Exercise directions: Among the entries that follow, find every line with the word "Dump" and copy it.

(Saved entries)
◆ ◆ ◆ ◆

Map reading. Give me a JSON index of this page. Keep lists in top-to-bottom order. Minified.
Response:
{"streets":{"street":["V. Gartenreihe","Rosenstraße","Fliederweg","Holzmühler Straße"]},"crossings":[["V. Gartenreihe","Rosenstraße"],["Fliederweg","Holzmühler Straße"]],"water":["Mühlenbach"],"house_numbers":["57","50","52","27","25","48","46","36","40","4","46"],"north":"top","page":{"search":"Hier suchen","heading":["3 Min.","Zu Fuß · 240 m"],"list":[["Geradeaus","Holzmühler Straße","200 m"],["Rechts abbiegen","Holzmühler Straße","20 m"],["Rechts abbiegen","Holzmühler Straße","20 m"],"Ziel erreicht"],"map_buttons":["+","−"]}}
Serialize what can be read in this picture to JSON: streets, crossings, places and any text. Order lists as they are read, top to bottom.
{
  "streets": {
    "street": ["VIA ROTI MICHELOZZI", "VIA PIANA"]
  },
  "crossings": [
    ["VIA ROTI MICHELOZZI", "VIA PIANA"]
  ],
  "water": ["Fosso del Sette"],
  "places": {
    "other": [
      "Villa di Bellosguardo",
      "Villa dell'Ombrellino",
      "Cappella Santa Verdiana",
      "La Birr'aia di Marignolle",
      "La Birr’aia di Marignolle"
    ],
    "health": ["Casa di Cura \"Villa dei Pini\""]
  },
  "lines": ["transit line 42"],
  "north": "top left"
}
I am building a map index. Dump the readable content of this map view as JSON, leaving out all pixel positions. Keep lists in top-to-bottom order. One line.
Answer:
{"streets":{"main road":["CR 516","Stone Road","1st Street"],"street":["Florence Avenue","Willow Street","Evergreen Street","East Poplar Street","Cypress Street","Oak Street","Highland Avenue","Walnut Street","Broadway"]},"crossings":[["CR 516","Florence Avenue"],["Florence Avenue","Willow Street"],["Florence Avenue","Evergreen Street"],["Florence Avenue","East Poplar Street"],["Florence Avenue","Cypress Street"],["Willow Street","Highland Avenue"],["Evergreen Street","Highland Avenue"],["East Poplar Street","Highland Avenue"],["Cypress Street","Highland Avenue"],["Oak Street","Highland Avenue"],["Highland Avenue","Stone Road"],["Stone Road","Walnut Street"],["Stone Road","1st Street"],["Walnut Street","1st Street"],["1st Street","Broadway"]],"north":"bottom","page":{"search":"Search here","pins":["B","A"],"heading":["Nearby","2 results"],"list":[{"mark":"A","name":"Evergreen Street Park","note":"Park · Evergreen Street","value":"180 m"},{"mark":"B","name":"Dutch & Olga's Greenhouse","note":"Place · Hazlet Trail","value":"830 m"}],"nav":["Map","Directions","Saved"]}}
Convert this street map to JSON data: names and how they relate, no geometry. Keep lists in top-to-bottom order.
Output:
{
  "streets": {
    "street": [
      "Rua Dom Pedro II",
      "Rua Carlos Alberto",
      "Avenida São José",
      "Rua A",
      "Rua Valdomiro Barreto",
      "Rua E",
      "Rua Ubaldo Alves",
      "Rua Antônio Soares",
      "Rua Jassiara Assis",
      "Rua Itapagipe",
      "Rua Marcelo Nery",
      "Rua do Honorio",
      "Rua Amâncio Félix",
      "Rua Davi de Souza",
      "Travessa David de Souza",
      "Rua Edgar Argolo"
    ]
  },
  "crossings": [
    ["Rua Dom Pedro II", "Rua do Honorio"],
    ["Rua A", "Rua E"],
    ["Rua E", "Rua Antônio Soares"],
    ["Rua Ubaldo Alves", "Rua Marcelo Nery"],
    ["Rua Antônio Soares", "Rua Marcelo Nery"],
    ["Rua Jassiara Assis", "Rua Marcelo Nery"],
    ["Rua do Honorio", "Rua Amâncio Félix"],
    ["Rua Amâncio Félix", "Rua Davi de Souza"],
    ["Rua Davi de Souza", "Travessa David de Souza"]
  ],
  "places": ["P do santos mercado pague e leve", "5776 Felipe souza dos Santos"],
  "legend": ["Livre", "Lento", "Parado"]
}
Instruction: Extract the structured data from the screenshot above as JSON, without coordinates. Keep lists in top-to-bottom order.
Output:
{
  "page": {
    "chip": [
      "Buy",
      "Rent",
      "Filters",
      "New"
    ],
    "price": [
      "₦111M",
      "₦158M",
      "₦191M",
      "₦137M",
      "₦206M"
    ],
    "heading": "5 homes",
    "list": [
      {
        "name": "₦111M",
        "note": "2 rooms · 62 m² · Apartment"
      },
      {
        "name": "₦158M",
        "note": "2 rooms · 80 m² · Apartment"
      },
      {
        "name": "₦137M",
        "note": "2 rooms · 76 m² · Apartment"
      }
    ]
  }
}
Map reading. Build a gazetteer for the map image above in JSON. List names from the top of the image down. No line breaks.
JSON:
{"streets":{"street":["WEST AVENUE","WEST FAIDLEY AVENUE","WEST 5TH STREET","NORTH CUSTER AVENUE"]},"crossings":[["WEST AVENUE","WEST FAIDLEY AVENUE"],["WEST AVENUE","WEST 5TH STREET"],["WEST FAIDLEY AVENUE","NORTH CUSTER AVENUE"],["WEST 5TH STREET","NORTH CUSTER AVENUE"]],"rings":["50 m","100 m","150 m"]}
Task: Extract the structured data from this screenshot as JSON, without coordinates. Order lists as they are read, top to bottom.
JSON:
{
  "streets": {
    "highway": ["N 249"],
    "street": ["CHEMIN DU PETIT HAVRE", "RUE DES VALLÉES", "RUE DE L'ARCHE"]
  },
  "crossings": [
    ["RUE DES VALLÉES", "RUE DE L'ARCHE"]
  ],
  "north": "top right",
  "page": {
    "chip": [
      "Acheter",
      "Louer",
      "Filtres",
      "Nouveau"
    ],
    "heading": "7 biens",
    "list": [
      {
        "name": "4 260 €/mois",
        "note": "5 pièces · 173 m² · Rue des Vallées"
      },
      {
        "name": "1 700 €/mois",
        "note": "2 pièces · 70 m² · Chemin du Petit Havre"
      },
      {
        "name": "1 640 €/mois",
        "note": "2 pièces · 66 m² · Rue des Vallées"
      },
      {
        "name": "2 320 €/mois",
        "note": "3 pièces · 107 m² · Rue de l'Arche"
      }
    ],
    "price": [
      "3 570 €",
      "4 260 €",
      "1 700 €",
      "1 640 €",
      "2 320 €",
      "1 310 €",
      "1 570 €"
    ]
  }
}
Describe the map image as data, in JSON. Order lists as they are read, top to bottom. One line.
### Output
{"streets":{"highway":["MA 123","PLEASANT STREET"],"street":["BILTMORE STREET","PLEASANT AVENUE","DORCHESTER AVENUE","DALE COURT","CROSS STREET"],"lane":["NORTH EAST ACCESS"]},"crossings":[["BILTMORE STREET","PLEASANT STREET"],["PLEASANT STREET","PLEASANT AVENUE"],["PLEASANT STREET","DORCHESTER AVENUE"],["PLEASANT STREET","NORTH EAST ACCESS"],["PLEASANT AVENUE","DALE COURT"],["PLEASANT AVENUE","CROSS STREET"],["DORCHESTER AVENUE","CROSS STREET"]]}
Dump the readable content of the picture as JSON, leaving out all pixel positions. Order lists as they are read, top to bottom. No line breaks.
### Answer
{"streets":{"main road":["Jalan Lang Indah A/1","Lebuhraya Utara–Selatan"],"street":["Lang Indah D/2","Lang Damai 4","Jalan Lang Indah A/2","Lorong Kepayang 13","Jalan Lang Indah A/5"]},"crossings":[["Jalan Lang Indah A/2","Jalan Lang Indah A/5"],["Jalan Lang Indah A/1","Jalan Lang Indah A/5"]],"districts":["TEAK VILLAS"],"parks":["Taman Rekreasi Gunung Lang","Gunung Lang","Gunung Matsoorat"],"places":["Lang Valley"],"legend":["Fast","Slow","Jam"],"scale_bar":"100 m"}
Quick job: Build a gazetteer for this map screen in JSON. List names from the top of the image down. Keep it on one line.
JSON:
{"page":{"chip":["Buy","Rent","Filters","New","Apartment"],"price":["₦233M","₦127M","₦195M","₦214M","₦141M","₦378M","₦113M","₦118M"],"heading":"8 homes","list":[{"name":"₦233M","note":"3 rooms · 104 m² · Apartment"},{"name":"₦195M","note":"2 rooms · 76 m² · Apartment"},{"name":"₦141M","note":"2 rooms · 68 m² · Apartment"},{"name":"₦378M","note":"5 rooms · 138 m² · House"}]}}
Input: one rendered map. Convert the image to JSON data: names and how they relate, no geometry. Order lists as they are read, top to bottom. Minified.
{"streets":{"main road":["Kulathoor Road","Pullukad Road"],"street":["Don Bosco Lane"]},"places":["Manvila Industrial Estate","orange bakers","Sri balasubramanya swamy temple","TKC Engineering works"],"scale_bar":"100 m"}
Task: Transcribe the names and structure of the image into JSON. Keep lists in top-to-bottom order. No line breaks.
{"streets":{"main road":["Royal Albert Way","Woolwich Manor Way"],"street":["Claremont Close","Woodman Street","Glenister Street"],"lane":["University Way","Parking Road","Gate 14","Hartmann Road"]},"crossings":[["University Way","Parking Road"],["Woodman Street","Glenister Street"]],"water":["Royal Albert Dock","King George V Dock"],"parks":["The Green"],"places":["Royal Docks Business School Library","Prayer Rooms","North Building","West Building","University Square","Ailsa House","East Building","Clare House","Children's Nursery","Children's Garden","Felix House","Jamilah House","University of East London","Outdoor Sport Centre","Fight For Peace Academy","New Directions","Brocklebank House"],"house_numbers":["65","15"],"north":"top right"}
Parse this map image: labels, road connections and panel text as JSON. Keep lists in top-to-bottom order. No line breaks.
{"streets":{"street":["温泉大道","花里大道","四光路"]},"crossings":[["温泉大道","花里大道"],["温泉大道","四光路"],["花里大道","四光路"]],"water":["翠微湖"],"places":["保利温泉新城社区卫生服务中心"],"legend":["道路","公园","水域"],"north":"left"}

◆ ◆ ◆ ◆

Answer area:
I am building a map index. Dump the readable content of this map view as JSON, leaving out all pixel positions. Keep lists in top-to-bottom order. One line.
Dump the readable content of the picture as JSON, leaving out all pixel positions. Order lists as they are read, top to bottom. No line breaks.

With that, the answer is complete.